Furthermore, the Mito-Tracker-labeled TCTs partially invaded the H9c2 cytosol (colocalized with Lyso-Tracker) as early as 3 h post-infection (Fig. 5B), with marked entry at 24 h (Fig.

5C). The mitochondria, which showed high activity in the amastigote stage, were analyzed and also labeled with Mito-Tracker during invasion of SVEC cells by T. theileri. TWTth1 amastigotes, identified by small Hoechst dots, were co-localized with the lysosomes in Lyso-Tracker pre-stained SVEC cells 24 h after inoculation ( Fig. 5D, arrowhead). Mito-Tracker pre-stained amastigotes were also found to be surrounded by lysosomes in Lyso-Tracker pre-stained SVEC cells at 3 h post-infection ( Fig. 5E, arrowhead). Taken together, the observations described LY2109761 order above provide evidence that the invading parasites co-localize with lysosomes, as seen in the merged image, indicating TCTs and amastigotes of T. theileri are selleck chemicals fused with lysosomes in H9c2 and SVEC cell invasion. First, endogenous autophagosomes were detected by indirect immunofluorescence using MAP1LC3 antibody in TCT-infected

H9c2 cells. The parasites were detected by labeling the nucleus and kinetoplast with DAPI (Fig. 6A, arrowhead) that were surrounded by the protein LC3 (Fig. 6B, green), indicating its association in invasion. As compared to the H9c2 control cell (Fig. 6A and B, upper right panel), the LC3 protein was not present. Second, Fig. 6C revealed that pSelect-LC3-GFP-transfected H9c2 cells expressed a stable and strong positive control image after starvation.

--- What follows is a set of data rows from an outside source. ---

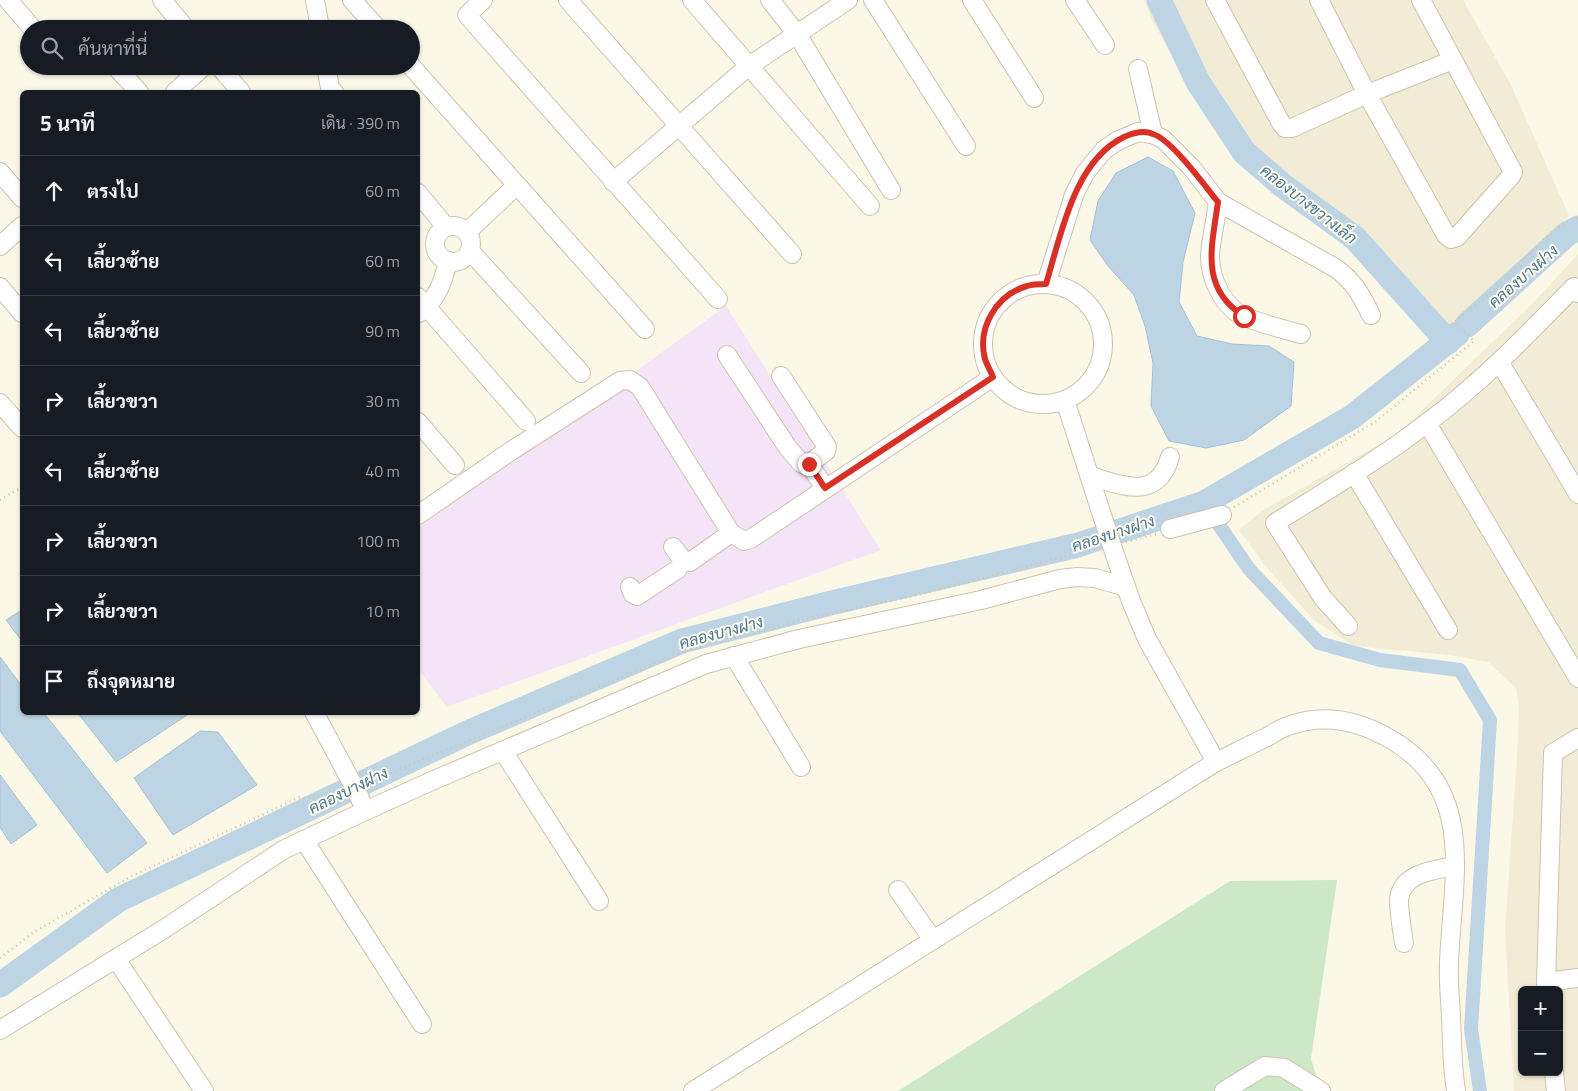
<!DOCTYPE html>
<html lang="th">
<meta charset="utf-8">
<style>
body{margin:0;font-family:"Titillium Web",Sarabun,sans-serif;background:#20242c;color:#f1f3f6}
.controls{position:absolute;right:15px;bottom:15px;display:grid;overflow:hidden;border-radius:8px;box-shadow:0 1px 4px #0004}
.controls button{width:45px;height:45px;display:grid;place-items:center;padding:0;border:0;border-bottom:1px solid #363941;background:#171b24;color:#f1f3f6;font:25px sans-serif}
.stop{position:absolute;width:15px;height:15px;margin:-11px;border:4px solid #d93025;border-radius:50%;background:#fff}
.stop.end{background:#d93025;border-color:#fff;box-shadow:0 1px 5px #0008}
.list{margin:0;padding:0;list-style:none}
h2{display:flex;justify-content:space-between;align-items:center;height:65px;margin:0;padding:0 20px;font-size:21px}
h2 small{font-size:16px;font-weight:400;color:#9ea1a6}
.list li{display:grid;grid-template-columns:32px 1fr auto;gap:15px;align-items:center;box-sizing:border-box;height:70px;padding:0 20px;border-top:1px solid #363941}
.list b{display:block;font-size:19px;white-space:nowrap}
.list em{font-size:16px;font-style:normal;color:#9ea1a6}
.icon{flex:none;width:28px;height:28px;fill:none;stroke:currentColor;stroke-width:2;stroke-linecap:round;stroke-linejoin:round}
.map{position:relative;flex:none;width:1578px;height:1091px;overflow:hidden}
.search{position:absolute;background:#171b24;box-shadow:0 1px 4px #0004;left:20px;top:20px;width:400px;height:55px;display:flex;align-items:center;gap:12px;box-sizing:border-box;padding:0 18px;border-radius:28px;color:#9ea1a6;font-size:19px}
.panel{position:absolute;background:#171b24;box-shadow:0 1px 4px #0004;left:20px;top:90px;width:400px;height:625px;border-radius:8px}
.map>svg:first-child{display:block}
.residential{fill:#f2ecd6;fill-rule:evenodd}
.education{fill:#f5e4f7}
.green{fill:#cce8c7}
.water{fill:#bdd4e4;stroke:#a4c1d5}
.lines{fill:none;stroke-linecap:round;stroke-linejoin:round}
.canal{stroke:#bdd4e4;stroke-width:14}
.river{stroke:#bdd4e4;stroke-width:25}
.minor-casing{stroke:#ccc3ae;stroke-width:20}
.path{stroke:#d4c3a4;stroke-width:2.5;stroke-dasharray:1 4;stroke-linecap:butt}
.minor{stroke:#fff;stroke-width:18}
.minor-bridge-casing{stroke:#ccc3ae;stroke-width:20;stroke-linecap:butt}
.minor-bridge{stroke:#fff;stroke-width:18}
.route{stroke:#d93025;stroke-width:6}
.labels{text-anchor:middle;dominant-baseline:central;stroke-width:4;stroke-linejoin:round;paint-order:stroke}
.water-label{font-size:16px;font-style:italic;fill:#4f7793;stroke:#fefcee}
</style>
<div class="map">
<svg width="1578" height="1091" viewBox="0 0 1578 1091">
<rect width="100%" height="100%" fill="#fbf8e8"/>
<g class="residential">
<polygon points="1144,0 1463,0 1510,83 1569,216 1444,334 1404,298 1354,246 1331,225 1243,162 1212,127 1152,20"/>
<path d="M1578,254V1091H1514L1505,930L1517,757L1519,708L1516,688L1488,662L1449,655L1354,646L1314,620L1268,569L1239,530L1262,511L1397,434L1535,301ZM1522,990H1559V1072H1522Z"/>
</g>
<polygon class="education" points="726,306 881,550 447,707 418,669 418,528"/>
<polygon class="green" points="1337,880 1311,1059 1321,1091 898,1091 1230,881"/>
<g class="water">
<polygon points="1148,157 1173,171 1195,213 1183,262 1179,302 1197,336 1232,344 1269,346 1294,362 1291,406 1244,440 1206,448 1169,441 1151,406 1153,363 1145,326 1134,295 1108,266 1090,240 1098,201 1116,173"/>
<polygon points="22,610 22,641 6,620"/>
<polygon points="0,657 22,686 22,712 44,713 147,843 107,873 0,731"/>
<polygon points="78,713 190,713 116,762"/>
<polygon points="200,731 218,732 257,785 173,835 134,778"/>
<polygon points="0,775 37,825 11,844 0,827"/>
</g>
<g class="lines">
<polyline class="canal" points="1204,503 1249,569 1319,643 1380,660 1460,670 1490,720 1471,1029 1480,1091"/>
<g class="river">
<polyline points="1159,0 1198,82 1244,152 1282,185 1355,238 1448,342"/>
<polyline points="1467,325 1567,234 1578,228"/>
<polyline points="0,985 118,900 465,734 682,641 831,603 1078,545 1204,503 1352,417 1457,334"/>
</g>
<g class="minor-casing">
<g id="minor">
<polyline points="8,0 33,29"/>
<polyline points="162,0 186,29"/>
<polyline points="315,0 320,29"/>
<polyline points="352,0 378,29"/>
<polyline points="483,0 467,15 718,299"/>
<polyline points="568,0 792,254"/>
<polyline points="692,0 870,206"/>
<polyline points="770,0 797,34 891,190"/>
<polyline points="873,0 966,146"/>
<polyline points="972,0 1034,98"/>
<polyline points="1075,0 1105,45"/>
<polyline points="1215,0 1281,123 1285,128 1292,128 1367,94 1453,60"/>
<polyline points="1319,0 1367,94 1446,235 1451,239 1457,237 1511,176 1513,172 1421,0"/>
<polyline points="115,66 139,92"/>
<polyline points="219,66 241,92"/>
<polyline points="326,66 330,88 334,92"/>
<polyline points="411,66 645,329"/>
<polyline points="1138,69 1153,134"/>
<polyline points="175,92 204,66"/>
<polyline points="0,172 22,198"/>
<polyline points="613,182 749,66 848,0"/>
<polyline points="418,193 446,227"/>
<path d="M1218,202C1216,220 1211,238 1210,256C1210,279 1223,307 1245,317C1263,324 1282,329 1301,334"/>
<circle cx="453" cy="244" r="18"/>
<polyline points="467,232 517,185"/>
<polyline points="0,246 22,226"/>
<polyline points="470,251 581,373"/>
<path d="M1046,284L1074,195L1085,173L1104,150L1117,141L1138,132L1153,134L1163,139L1192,168L1218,202L1337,269C1355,283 1361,295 1371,315"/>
<circle cx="1043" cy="344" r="60"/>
<polyline points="0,287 22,313"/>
<polyline points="418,297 526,421"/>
<path d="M419,313C437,300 443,282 448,261"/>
<polyline points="727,355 788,448 801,463 805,465 809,464 825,488"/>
<polyline points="1500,363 1578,494"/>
<polyline points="781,376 827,447 826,451 809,464"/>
<polyline points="1065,400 1099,506"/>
<polyline points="0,403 22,428"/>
<polyline points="418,422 455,465"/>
<polyline points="1427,423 1578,678"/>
<polyline points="1354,473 1448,630"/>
<path d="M1090,476C1122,485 1157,502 1170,457"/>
<polyline points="418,515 511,451 620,381 630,380 640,387 731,533 744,541 752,538 993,377"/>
<polyline points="1170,529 1222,515"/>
<polyline points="673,547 682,559"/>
<polyline points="1115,555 1131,601 1147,639 1216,762"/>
<polyline points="690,562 731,533"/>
<polyline points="630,587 633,594 637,596 678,569"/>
<path d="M1348,626L1323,598L1275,523C1326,491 1379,460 1427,423C1481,383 1527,335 1574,287L1578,293"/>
<polyline points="734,656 801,767"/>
<polyline points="314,712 359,796 365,811"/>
<polyline points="503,751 599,901"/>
<polyline points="304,840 422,1024"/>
<polyline points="898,890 933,940"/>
<path d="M1404,943C1402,929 1399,914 1399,900C1401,873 1434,870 1455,866"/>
<polyline points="116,959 204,1091"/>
<polyline points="1546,982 1553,753 1578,738"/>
<polyline points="1547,990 1546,982 1578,978"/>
<polyline points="0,1030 164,929 283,850 365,811 434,780 706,664 799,639 981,600 1060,579 1077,577 1095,578 1126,587"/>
<polyline points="1554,1072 1556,1091"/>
<path d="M693,1091L1216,762C1233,754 1250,745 1267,737C1274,733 1282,727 1291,725C1326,713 1360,721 1392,740C1478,791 1452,880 1449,963C1448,980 1450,998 1451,1015C1452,1041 1452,1066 1456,1091"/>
<polyline points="1224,1091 1265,1066 1284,1068 1321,1091"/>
</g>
</g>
<g class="path">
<polyline points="0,500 22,487"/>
<path d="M1234,507L1375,422L1474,341L1455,322C1474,306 1493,291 1510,274C1530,255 1551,225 1578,218"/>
<polyline points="1126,542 1156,534"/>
<polyline points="372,789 385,776 410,765 685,651 809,618 909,597 1098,548"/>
<polyline points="0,958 34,932 132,876 300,797 345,802"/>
</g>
<use href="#minor" class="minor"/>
<g class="minor-bridge-casing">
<polyline id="minor-bridge" points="1099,506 1115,555"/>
</g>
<use href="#minor-bridge" class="minor-bridge"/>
</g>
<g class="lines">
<path class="route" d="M809,464L825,488L993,377C991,372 987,365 985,359C977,328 996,295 1027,286C1033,284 1040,284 1046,284C1061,235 1074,161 1124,137C1133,133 1144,130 1153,134C1172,140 1205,186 1218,202C1212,246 1199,288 1244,316"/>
</g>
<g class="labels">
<g class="water-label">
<text transform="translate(1309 204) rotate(38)">คลองบางขวางเล็ก</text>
<text transform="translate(1523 276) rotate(-41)">คลองบางฝาง</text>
<text transform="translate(1113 533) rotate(-18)">คลองบางฝาง</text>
<text transform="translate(721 632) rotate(-15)">คลองบางฝาง</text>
<text transform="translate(348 790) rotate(-26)">คลองบางฝาง</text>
</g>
</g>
</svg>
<div class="controls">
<button>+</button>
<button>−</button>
</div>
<div class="stop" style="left:1244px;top:316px"></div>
<div class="stop end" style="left:809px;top:464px"></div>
<div class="search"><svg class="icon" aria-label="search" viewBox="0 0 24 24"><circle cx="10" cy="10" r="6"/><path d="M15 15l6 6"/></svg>ค้นหาที่นี่</div>
<section class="panel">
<h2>5 นาที<small>เดิน · 390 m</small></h2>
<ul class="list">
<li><svg class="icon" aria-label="ahead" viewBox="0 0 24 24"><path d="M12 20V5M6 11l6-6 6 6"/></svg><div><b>ตรงไป</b></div><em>60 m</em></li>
<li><svg class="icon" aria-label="left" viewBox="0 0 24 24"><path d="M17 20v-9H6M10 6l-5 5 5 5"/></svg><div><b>เลี้ยวซ้าย</b></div><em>60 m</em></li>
<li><svg class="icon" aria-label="left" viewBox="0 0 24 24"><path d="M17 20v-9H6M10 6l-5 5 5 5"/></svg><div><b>เลี้ยวซ้าย</b></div><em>90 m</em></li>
<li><svg class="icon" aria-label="right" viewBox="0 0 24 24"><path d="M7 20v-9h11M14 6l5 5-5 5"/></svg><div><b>เลี้ยวขวา</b></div><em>30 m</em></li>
<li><svg class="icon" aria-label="left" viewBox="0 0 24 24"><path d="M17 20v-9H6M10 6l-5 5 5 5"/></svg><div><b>เลี้ยวซ้าย</b></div><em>40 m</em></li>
<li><svg class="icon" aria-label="right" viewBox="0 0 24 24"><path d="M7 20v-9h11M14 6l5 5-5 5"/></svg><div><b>เลี้ยวขวา</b></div><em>100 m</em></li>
<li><svg class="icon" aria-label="right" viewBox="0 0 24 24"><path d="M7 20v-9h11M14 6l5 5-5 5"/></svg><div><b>เลี้ยวขวา</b></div><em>10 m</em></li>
<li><svg class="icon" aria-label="arrive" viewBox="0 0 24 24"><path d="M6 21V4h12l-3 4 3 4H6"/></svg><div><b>ถึงจุดหมาย</b></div></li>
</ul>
</section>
</div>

Three hours after infection, anti-TWTth1 antibody confirmed TCTs (Fig. 6D and E, red parasite body with DAPI-labeled nucleus and kinetoplast) were colocalized with

the protein LC3 (autophagosome), indicating that the T. theileri parasitophorous vacuole (PV) is not just a consequence of protein expression ( Fig. 6D and E). These results demonstrated a more intensive interaction between autophagosomes and T. theileri at the invasion Carnitine dehydrogenase sites than was previously thought. Basal TGF-β protein expression levels are shown in the control H9c2 cells (Fig. 7A). TWTth1-infected H9c2 cells revealed significant TGF-β protein expression at the penetration sites (Fig. 7B, red) and merged with the TWTth1 body (Fig. 7B, small DAPI dots). Quantitative RT-PCR showed that T. theileri infection significantly increased TGF-β1 mRNA of infected host cells (P = 0.025) ( Fig. 7C). Calcium signaling showed onset of Ca2+ transients 3 h after T. theileri infection using Fura-2/AM staining under confocal microscopy ( Fig. 8A). TWTth1 inoculation significantly increased the cytosolic Ca2+ concentration at the attachment site ( Fig. 8A, arrowhead). Quantification of Ca2+ oscillations of Fura-2/AM-loaded H9c2 cells was immediately performed after TWTth1 inoculation from zero to 35 min. Time-lapse images of Ca2+ changes from TWTth1 infected cells and non-infected control are shown in Fig. 8B.